Work item:
Provide only the number of lines in the data below that contain the word "this".

Data supplied:
*** Begin section ***
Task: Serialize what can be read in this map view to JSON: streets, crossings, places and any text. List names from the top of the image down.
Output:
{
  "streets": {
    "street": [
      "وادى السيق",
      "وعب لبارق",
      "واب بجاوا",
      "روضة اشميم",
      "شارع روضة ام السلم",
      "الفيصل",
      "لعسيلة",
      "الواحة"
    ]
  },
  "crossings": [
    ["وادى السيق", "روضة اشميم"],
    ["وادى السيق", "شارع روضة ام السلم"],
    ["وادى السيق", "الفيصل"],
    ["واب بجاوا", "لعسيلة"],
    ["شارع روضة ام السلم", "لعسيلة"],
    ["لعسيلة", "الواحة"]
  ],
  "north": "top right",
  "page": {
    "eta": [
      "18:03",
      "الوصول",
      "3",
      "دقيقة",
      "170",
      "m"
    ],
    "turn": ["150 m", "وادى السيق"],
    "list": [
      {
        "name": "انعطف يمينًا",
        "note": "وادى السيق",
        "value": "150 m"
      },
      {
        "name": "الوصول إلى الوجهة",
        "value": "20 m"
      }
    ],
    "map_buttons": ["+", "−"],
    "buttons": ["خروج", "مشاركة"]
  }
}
*** End section ***
*** Begin section ***
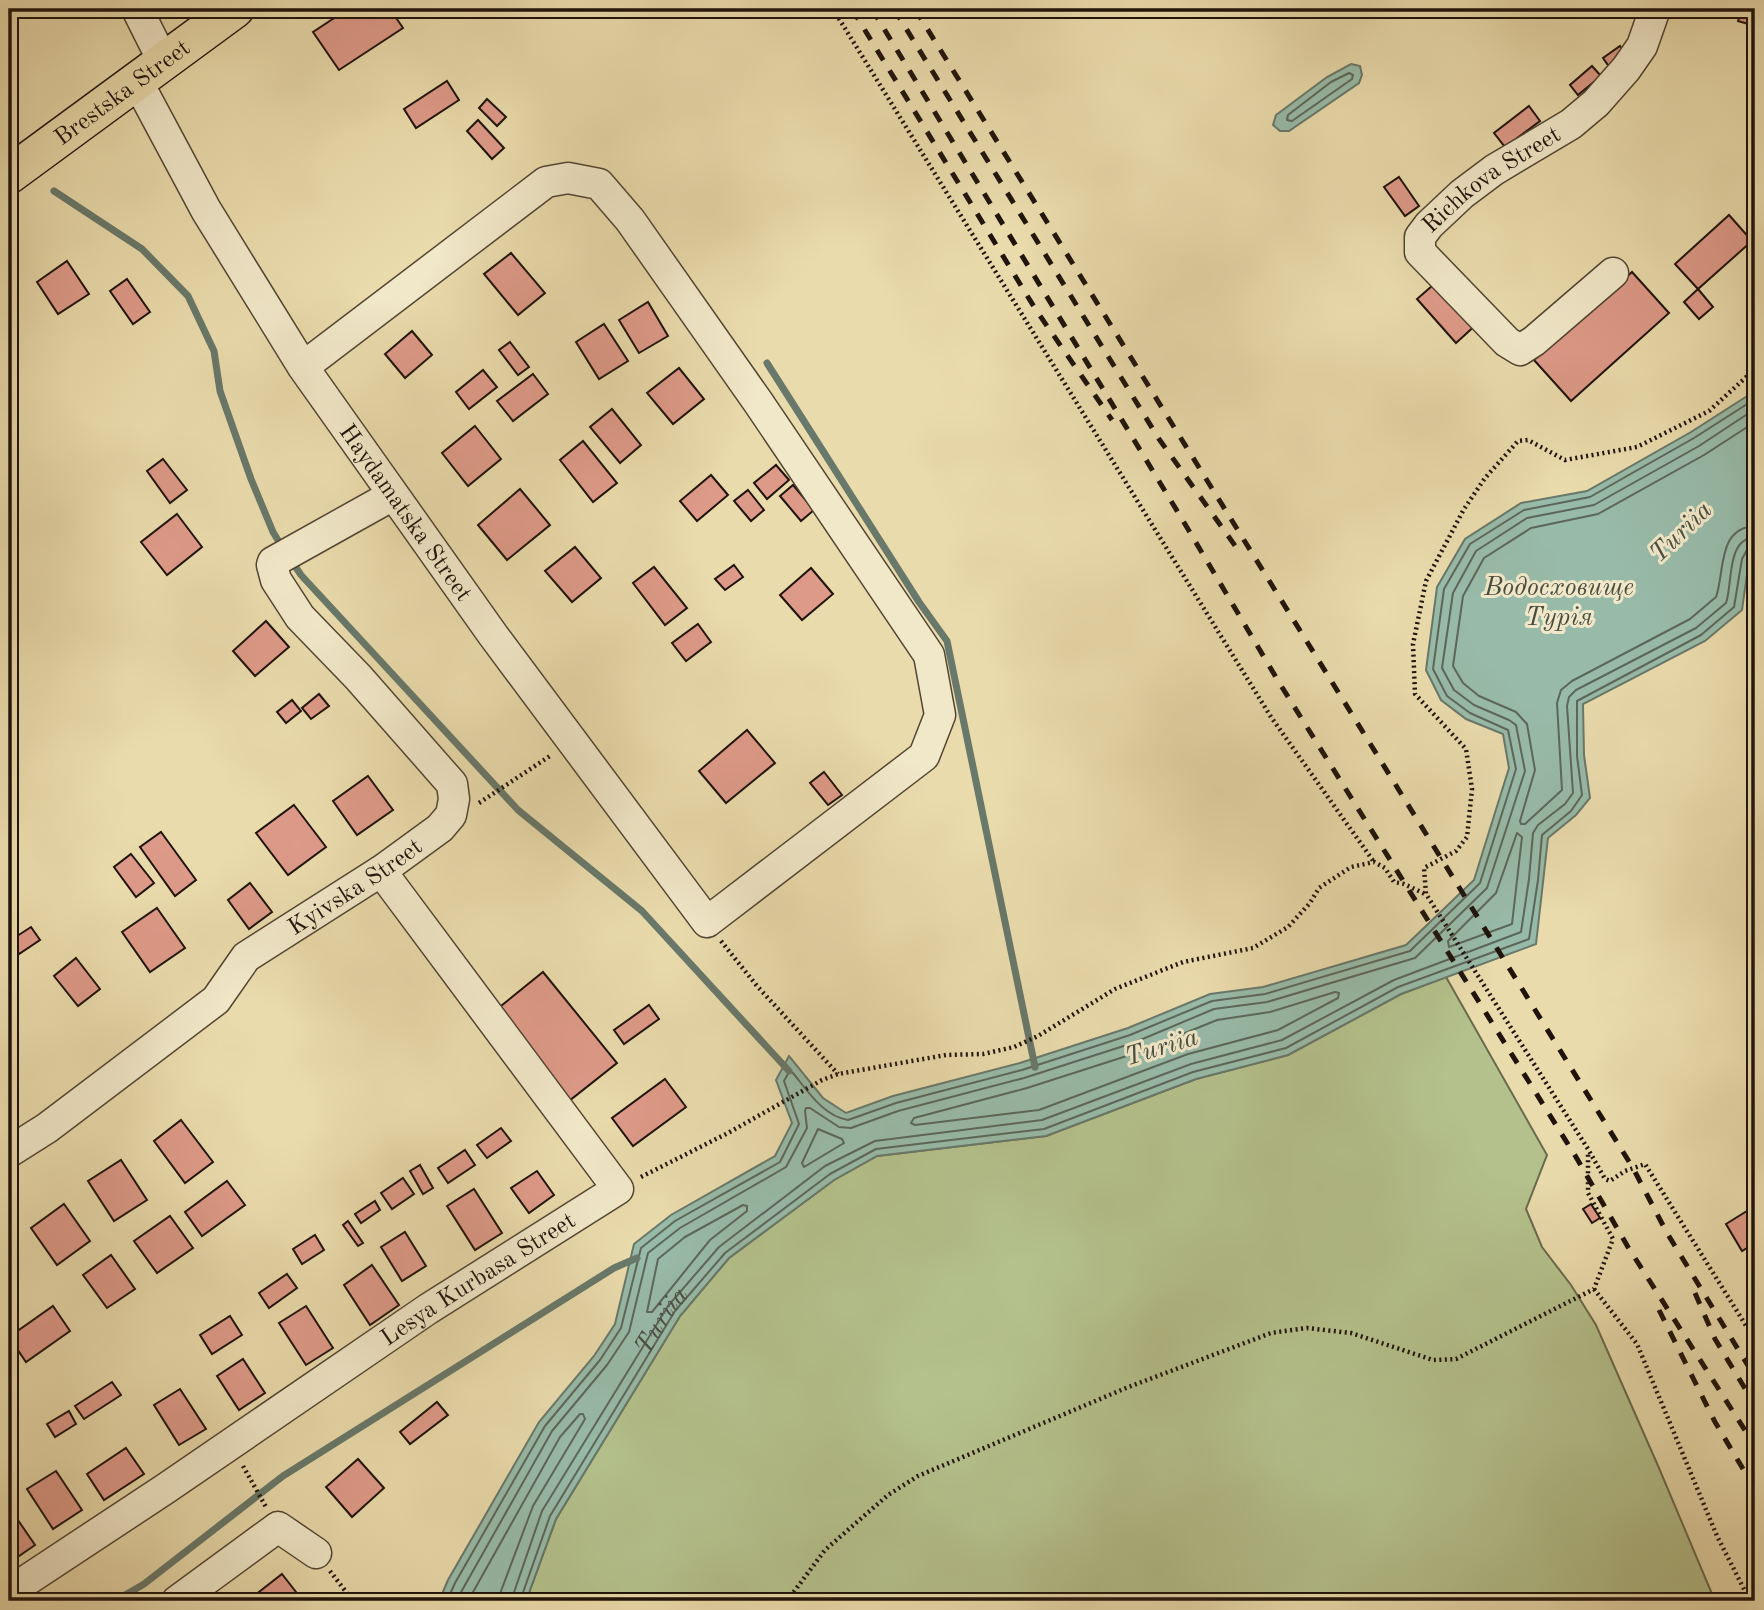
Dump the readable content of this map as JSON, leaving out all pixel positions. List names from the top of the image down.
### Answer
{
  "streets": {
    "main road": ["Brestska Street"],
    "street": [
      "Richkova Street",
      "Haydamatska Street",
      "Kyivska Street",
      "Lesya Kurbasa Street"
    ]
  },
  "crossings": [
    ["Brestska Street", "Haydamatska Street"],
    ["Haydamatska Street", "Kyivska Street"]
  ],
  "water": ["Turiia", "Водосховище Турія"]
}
*** End section ***
*** Begin section ***
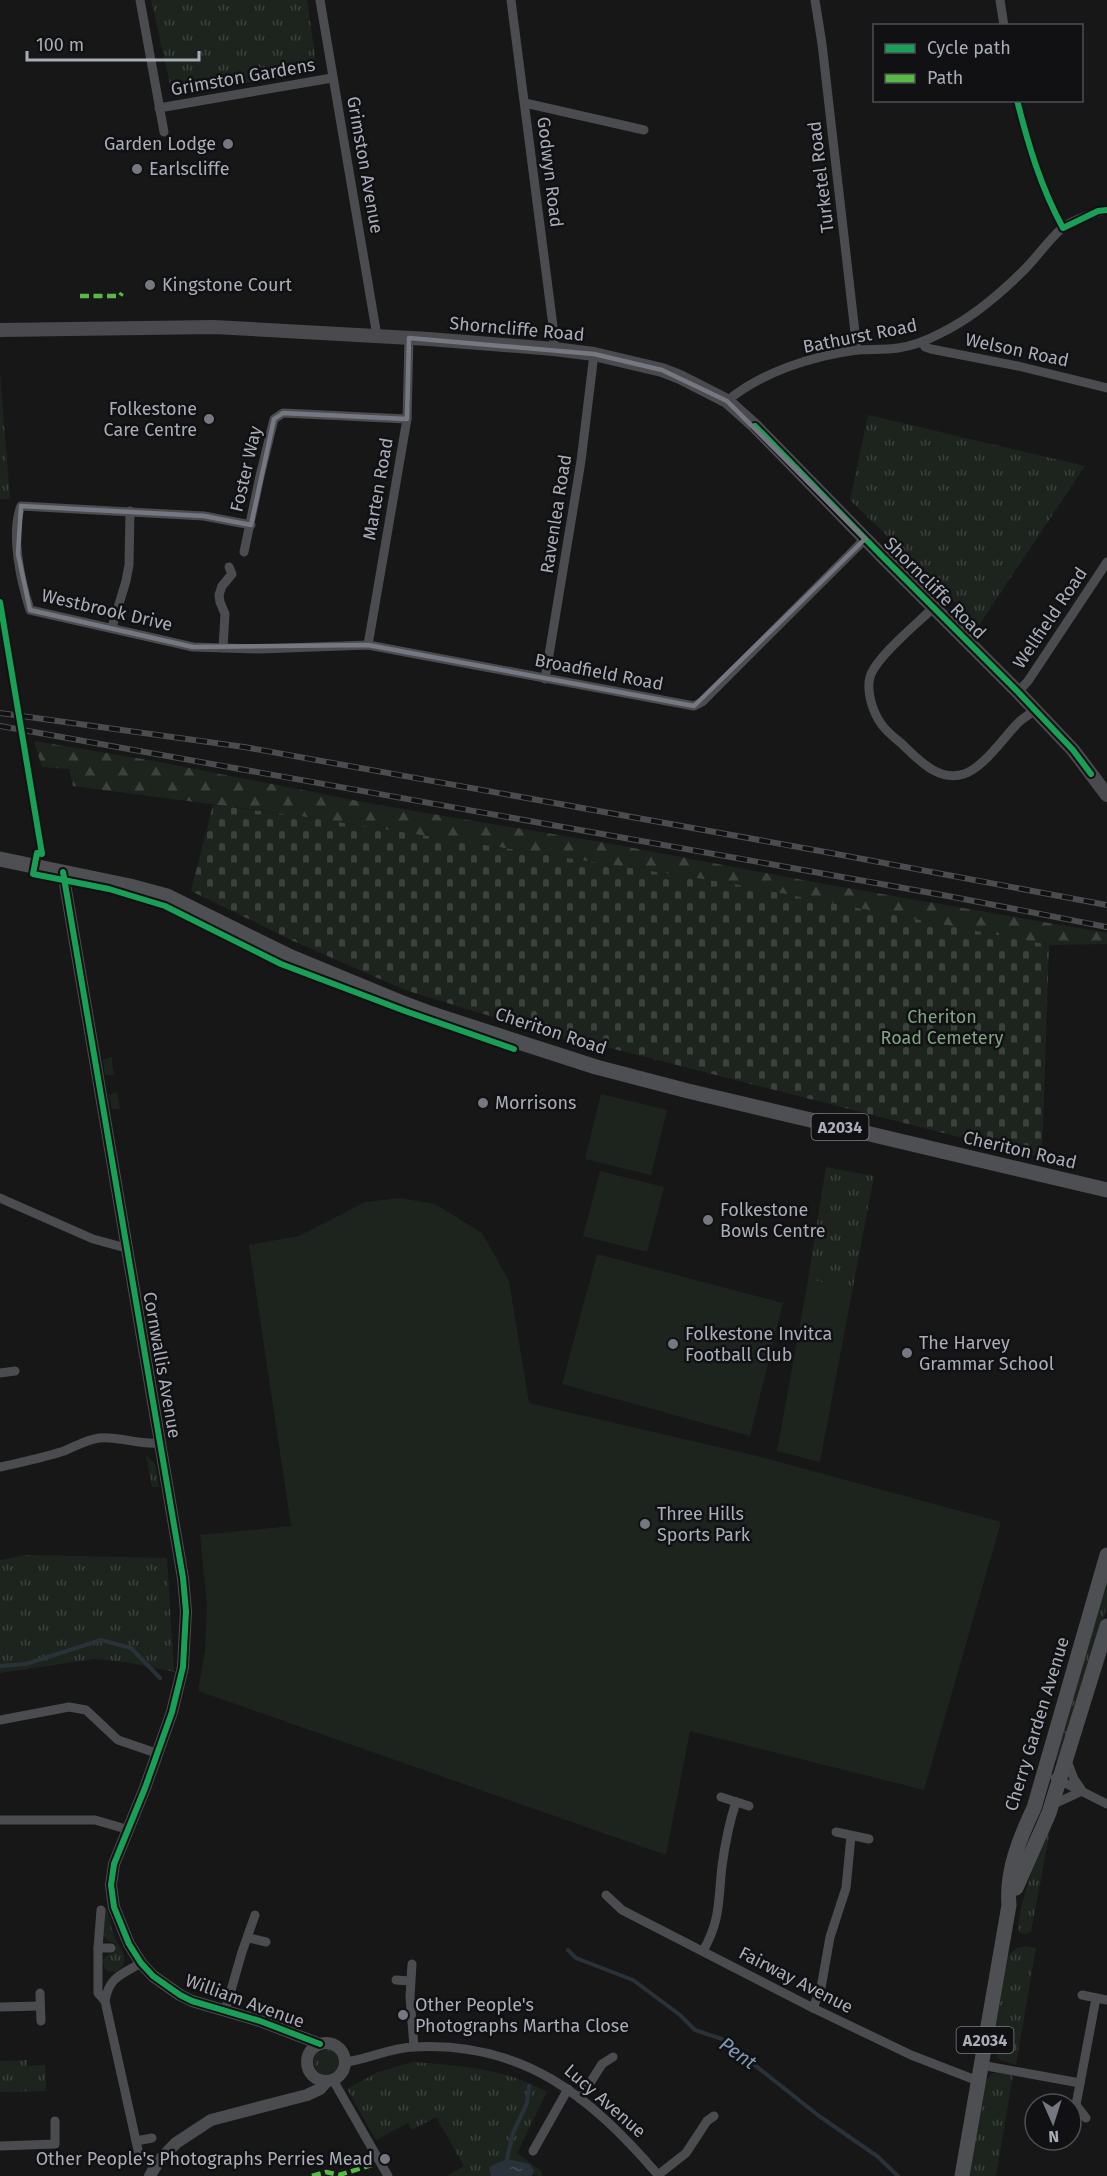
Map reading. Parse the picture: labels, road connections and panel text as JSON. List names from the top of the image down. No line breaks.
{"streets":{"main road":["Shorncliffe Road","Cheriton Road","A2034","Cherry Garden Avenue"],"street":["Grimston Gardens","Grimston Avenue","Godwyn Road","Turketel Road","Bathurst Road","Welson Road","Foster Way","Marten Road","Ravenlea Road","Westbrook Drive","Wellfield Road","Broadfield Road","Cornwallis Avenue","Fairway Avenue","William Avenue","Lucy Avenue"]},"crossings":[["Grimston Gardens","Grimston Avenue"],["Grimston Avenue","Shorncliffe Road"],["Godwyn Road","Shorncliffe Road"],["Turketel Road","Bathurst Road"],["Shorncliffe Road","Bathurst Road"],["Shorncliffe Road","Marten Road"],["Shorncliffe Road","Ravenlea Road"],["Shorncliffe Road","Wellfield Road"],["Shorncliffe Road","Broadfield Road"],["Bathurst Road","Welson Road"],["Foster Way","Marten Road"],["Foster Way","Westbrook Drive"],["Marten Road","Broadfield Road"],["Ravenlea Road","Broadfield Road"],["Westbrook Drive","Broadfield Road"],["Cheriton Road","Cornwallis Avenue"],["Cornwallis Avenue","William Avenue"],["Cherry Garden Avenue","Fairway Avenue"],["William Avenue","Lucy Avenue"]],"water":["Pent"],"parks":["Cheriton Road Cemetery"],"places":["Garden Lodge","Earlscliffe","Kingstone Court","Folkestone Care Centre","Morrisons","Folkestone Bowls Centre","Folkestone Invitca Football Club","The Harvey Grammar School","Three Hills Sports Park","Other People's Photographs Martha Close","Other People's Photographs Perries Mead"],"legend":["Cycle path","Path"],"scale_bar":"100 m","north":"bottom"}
*** End section ***
Solution to the exercise:
2